If a line in the entries below contains the word "overflow", it counts; report how many such lines there are, and only that number.

*Stored data entries:*
___

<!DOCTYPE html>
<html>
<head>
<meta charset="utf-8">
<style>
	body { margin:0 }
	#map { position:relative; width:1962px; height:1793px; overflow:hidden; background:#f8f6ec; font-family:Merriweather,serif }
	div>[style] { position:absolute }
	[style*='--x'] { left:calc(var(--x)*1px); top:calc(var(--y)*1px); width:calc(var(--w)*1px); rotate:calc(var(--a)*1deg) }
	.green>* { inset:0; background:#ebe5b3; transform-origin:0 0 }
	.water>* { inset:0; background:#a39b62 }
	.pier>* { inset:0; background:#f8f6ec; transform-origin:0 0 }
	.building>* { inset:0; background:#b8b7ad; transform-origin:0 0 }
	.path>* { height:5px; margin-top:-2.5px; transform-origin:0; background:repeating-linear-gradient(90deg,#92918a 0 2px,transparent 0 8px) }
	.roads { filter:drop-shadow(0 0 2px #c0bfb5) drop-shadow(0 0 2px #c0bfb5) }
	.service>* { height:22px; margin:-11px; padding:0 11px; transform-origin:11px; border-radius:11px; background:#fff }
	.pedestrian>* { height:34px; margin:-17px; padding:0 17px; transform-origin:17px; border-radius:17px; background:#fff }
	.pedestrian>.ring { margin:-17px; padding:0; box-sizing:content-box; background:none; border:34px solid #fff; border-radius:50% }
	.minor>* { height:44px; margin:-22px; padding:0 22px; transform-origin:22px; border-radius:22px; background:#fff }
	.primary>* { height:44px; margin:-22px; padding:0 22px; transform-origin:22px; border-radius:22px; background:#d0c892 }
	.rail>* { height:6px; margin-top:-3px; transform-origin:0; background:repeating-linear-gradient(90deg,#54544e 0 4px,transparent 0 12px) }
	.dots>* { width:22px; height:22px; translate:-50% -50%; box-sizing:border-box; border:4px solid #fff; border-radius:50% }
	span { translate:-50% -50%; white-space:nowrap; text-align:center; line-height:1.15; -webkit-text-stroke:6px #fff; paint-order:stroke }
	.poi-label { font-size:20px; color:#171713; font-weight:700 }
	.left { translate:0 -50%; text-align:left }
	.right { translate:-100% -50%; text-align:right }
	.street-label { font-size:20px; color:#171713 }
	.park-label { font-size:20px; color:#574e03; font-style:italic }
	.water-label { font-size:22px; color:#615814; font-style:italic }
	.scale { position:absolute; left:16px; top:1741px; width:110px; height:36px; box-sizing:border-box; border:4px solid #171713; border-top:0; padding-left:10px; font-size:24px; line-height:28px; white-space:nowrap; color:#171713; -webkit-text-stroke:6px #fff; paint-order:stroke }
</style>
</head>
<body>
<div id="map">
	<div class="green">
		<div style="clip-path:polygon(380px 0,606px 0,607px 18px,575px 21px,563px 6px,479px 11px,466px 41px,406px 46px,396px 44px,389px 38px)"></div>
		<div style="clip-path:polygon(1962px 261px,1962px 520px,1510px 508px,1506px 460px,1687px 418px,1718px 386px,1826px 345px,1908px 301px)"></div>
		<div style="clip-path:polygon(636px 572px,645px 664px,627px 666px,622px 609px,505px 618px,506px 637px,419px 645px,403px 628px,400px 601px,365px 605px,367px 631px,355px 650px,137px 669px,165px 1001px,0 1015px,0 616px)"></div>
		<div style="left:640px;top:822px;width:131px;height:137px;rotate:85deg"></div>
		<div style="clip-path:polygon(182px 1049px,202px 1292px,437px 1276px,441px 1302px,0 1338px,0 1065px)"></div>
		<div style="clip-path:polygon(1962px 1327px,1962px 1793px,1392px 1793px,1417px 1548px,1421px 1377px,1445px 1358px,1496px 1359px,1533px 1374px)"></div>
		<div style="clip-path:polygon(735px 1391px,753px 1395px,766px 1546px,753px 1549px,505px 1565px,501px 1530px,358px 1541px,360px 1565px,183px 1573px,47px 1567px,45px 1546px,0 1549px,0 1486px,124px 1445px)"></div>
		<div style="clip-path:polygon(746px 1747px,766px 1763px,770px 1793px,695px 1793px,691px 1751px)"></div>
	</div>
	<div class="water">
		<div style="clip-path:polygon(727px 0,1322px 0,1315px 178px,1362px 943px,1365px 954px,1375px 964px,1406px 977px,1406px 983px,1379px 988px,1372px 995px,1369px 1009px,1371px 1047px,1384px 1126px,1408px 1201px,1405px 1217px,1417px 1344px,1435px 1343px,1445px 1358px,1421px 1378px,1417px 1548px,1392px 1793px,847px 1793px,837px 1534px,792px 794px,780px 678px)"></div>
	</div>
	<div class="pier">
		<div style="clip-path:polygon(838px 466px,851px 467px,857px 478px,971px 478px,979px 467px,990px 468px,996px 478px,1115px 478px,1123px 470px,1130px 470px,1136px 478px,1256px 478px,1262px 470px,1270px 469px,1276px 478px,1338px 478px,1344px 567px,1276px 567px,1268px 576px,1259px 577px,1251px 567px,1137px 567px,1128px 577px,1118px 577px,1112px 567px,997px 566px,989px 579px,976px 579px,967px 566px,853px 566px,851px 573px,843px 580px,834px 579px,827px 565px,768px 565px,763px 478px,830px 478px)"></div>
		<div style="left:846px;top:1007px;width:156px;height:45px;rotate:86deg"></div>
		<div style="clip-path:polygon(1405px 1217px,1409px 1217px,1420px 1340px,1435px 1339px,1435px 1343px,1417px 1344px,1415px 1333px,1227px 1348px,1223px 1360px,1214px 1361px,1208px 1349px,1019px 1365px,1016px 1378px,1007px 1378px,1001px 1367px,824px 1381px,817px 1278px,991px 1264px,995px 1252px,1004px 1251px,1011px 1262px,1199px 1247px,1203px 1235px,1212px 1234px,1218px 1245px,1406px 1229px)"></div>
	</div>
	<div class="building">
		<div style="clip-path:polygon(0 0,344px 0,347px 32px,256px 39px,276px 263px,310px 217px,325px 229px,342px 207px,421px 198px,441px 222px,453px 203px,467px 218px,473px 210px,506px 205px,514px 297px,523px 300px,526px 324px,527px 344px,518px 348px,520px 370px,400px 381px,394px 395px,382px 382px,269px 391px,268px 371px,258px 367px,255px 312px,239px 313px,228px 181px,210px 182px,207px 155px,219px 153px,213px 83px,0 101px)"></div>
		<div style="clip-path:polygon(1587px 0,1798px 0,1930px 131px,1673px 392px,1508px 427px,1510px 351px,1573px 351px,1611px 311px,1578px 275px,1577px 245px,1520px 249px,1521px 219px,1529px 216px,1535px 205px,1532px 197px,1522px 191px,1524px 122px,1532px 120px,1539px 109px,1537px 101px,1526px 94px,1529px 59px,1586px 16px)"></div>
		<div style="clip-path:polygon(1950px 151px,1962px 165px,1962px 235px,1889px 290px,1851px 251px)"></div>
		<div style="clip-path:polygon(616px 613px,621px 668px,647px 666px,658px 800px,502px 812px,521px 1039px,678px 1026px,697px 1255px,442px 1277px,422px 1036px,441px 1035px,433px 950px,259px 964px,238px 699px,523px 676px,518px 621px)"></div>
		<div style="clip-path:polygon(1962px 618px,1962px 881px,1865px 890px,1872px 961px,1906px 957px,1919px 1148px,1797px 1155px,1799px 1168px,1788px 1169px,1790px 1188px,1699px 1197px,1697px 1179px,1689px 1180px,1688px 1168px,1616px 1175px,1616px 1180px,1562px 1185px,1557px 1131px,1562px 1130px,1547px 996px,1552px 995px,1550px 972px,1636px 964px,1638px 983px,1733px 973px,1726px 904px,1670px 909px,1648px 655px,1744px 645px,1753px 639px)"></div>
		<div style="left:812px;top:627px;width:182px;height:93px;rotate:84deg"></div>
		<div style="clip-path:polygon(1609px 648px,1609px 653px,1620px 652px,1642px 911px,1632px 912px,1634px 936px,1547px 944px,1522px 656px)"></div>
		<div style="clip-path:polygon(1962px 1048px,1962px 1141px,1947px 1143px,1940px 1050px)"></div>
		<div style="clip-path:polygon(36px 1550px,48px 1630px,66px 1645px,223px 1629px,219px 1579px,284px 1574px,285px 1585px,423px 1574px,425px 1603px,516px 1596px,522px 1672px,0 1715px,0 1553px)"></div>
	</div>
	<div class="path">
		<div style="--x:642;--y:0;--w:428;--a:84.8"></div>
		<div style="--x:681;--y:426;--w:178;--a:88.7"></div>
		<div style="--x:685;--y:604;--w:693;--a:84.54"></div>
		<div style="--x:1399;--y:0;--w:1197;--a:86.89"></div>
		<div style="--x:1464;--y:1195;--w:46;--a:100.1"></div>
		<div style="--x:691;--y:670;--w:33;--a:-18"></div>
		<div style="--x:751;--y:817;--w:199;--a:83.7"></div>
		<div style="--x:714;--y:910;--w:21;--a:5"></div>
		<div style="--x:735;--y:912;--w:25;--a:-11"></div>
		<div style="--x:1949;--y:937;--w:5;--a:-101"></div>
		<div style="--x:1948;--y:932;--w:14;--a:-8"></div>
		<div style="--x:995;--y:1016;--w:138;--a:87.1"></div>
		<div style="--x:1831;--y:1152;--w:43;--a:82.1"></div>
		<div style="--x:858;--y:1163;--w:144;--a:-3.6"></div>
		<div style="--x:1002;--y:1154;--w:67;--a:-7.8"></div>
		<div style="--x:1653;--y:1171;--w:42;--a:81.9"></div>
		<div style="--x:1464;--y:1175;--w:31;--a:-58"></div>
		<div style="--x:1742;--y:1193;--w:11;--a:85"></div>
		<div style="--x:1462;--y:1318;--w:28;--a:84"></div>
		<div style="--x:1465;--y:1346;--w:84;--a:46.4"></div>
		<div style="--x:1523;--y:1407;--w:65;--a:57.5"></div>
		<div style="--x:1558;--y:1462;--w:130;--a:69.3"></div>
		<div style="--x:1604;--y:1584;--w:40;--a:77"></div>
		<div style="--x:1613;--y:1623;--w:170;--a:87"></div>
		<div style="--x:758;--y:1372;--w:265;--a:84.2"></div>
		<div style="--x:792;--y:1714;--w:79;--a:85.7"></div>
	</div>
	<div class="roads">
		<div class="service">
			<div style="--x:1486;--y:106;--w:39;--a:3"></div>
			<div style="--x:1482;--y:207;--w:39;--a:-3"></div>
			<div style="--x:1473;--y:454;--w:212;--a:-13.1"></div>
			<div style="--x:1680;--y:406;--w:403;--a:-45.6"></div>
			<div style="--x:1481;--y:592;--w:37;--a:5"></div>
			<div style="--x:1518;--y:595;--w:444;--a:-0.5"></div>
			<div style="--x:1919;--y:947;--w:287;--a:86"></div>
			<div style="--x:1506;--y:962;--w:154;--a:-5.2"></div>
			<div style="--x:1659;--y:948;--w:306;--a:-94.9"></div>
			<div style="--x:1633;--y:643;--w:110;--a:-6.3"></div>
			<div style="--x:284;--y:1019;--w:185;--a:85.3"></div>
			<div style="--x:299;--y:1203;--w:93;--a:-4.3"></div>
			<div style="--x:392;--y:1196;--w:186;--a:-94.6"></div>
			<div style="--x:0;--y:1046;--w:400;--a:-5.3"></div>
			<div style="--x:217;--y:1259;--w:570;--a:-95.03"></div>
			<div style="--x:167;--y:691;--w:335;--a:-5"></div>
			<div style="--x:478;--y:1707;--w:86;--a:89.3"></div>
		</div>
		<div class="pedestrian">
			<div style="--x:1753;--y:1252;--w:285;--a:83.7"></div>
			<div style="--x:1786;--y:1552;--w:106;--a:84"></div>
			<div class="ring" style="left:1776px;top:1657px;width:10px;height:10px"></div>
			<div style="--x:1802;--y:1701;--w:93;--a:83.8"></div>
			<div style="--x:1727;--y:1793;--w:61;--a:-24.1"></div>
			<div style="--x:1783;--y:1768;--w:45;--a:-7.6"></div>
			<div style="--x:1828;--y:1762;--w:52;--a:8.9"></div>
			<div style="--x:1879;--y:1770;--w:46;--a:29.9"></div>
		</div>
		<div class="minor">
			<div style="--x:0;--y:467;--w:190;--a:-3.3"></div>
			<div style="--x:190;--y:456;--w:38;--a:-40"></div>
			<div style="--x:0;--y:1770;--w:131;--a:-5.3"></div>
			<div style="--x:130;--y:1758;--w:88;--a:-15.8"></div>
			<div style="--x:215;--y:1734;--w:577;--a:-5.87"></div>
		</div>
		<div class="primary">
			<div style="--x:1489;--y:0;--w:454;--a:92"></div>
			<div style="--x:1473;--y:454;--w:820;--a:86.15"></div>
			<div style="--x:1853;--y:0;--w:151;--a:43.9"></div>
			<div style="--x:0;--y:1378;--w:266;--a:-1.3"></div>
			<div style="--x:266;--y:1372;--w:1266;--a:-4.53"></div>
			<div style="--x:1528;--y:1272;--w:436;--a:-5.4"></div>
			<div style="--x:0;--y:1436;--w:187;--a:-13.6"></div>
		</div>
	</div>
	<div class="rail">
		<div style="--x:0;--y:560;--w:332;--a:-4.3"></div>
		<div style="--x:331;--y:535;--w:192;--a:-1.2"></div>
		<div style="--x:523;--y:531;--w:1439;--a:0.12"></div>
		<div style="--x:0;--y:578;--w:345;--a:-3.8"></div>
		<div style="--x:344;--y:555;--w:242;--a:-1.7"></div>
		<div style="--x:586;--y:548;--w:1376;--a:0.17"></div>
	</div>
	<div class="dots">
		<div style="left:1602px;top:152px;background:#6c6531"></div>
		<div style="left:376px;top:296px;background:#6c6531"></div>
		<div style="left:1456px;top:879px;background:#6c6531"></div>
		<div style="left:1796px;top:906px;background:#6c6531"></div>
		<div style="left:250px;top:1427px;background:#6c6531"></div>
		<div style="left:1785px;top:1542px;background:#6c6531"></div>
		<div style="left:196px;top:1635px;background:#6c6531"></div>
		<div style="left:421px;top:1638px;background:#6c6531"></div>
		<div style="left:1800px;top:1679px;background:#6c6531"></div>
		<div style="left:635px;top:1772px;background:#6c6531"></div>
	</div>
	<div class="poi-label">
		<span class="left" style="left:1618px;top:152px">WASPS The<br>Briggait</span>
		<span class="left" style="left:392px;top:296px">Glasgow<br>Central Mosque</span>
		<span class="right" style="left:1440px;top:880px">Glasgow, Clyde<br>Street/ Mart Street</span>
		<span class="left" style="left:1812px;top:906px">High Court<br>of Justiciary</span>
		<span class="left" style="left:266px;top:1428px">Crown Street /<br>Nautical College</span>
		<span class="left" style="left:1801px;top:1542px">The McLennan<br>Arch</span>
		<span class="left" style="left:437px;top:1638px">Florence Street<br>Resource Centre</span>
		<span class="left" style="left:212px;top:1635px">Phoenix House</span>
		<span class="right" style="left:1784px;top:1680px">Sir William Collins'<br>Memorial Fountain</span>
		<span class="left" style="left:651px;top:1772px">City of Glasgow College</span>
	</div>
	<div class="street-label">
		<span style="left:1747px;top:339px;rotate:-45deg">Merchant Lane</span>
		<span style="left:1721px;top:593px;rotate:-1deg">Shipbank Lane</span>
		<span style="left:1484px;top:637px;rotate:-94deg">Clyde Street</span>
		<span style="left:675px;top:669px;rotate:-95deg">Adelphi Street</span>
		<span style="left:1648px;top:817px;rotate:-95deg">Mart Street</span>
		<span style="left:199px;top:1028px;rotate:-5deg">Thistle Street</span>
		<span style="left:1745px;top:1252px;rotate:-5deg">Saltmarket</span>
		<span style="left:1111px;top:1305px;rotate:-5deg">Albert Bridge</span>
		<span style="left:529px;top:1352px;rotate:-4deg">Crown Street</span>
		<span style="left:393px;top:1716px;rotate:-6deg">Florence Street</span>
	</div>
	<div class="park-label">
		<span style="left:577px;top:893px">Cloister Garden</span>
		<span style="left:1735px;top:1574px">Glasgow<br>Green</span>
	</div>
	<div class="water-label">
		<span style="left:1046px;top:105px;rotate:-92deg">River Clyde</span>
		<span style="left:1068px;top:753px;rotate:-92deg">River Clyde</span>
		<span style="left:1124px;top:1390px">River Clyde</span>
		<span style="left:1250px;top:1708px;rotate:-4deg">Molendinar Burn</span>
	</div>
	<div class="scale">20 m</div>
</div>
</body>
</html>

___

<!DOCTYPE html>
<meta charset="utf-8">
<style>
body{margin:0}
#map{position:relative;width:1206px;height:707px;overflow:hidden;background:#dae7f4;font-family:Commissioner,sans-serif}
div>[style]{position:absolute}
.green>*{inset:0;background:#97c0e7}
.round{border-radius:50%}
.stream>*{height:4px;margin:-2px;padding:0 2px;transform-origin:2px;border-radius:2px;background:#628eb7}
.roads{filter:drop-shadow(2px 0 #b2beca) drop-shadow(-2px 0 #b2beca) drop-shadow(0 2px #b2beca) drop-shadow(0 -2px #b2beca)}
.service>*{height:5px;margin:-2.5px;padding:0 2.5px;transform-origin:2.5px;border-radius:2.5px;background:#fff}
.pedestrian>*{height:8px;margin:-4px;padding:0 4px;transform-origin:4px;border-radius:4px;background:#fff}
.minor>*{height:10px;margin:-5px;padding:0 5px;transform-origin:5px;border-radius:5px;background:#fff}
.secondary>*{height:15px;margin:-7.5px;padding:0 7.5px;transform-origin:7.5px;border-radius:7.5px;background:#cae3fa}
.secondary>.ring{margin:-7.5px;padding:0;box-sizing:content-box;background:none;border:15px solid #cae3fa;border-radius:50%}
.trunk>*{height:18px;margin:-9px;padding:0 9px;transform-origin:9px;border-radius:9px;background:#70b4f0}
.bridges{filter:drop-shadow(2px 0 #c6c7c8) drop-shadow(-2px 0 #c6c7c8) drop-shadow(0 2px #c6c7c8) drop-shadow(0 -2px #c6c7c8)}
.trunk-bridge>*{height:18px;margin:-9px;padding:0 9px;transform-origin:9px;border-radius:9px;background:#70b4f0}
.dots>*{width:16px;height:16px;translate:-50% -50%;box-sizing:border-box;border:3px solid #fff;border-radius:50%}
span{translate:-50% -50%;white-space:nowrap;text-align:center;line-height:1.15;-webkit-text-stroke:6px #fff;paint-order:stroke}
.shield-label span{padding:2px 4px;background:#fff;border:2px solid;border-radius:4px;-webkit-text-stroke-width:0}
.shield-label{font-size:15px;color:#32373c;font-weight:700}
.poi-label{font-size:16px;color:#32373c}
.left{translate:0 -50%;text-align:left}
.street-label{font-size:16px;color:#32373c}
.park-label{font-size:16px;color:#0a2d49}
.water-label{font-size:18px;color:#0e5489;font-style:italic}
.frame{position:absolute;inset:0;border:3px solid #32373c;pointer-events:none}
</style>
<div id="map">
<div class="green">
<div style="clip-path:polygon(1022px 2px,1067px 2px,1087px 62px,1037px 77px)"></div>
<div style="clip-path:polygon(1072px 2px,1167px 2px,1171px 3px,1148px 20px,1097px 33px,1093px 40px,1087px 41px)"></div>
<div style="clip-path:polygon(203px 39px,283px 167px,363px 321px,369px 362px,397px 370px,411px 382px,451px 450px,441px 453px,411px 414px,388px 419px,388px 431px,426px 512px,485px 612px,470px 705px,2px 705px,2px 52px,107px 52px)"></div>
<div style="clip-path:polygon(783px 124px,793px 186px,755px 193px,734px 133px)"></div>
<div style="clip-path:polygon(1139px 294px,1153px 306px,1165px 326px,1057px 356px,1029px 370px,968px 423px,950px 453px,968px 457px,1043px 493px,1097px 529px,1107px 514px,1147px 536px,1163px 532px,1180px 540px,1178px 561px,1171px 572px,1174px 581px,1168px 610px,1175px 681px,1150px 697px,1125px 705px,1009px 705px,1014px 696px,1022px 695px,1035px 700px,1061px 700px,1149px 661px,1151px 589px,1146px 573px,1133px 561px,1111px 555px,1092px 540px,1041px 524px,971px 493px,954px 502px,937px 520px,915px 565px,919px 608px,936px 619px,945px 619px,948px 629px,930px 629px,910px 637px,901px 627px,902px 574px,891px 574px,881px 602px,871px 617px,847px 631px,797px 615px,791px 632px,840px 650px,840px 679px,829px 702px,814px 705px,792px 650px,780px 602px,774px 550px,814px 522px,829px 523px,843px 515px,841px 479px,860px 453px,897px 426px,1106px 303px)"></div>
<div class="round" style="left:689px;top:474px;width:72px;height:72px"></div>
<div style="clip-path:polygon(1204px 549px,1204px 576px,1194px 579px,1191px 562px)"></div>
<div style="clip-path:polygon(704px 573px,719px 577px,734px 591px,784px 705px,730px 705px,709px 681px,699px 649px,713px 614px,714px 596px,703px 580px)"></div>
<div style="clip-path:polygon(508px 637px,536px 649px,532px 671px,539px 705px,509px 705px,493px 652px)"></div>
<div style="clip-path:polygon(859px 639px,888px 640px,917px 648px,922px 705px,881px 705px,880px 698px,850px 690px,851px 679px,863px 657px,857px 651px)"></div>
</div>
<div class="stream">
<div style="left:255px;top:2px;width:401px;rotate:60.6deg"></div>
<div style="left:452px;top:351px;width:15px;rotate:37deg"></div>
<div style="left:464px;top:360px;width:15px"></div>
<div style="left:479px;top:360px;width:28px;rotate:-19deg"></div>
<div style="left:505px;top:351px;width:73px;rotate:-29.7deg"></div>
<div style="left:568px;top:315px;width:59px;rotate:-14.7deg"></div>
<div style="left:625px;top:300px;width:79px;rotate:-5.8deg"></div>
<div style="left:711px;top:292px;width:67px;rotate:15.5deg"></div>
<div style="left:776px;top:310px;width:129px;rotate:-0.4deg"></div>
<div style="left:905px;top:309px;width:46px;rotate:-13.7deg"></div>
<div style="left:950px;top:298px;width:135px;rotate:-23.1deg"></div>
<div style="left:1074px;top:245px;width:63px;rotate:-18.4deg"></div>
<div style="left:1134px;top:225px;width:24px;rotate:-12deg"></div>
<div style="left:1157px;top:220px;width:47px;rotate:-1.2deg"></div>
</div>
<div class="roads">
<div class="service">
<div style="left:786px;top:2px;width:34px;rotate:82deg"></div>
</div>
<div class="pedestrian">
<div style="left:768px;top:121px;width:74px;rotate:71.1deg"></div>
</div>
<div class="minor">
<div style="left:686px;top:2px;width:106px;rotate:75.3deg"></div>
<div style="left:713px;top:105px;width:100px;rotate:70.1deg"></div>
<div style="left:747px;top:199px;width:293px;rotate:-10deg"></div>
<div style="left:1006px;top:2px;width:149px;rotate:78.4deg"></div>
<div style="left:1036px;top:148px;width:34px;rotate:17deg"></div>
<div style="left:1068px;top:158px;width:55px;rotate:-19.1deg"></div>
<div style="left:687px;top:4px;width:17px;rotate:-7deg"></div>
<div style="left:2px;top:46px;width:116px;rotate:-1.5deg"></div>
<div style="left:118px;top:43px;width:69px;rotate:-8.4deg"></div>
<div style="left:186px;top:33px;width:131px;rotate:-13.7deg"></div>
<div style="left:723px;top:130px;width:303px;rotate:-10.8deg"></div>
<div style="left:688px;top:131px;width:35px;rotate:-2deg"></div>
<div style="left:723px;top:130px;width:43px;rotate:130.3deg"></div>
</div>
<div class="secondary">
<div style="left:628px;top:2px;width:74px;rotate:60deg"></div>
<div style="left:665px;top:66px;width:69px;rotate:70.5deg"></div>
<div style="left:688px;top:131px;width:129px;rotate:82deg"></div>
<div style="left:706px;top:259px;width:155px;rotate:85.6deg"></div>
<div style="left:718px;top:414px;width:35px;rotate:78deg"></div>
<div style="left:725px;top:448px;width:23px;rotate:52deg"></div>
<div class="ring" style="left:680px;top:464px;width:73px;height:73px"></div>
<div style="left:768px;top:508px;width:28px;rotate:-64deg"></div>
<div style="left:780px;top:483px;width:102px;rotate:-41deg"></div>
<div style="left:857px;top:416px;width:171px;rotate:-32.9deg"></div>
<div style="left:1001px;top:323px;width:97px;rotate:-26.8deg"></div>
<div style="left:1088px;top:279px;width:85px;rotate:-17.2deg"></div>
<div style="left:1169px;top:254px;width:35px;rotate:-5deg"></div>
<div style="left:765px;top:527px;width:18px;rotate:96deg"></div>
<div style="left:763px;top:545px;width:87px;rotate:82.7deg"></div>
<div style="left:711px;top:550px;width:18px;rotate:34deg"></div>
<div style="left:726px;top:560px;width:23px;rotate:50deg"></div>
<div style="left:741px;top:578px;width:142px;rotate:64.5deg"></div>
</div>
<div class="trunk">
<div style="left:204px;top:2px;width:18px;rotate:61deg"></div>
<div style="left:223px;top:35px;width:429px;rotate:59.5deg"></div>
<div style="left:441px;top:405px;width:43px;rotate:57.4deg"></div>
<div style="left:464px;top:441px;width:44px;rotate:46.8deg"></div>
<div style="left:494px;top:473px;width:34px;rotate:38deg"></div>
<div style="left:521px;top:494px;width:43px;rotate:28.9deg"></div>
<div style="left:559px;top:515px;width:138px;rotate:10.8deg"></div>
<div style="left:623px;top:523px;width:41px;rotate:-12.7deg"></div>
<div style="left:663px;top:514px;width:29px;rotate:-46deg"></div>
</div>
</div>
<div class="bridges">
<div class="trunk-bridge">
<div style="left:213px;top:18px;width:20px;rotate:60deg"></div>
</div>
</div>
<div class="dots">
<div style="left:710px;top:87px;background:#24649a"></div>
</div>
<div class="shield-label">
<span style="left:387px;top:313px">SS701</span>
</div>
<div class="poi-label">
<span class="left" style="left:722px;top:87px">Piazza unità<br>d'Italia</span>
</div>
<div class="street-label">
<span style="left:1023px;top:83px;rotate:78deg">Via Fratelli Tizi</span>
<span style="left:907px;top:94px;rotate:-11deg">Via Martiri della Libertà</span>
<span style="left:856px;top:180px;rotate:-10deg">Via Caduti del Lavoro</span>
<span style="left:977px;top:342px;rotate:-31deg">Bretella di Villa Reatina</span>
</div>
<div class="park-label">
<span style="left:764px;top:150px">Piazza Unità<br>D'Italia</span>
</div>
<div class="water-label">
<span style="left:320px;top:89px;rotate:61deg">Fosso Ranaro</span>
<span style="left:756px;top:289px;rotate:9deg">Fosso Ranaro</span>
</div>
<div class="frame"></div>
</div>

___

*Output of the task:*
2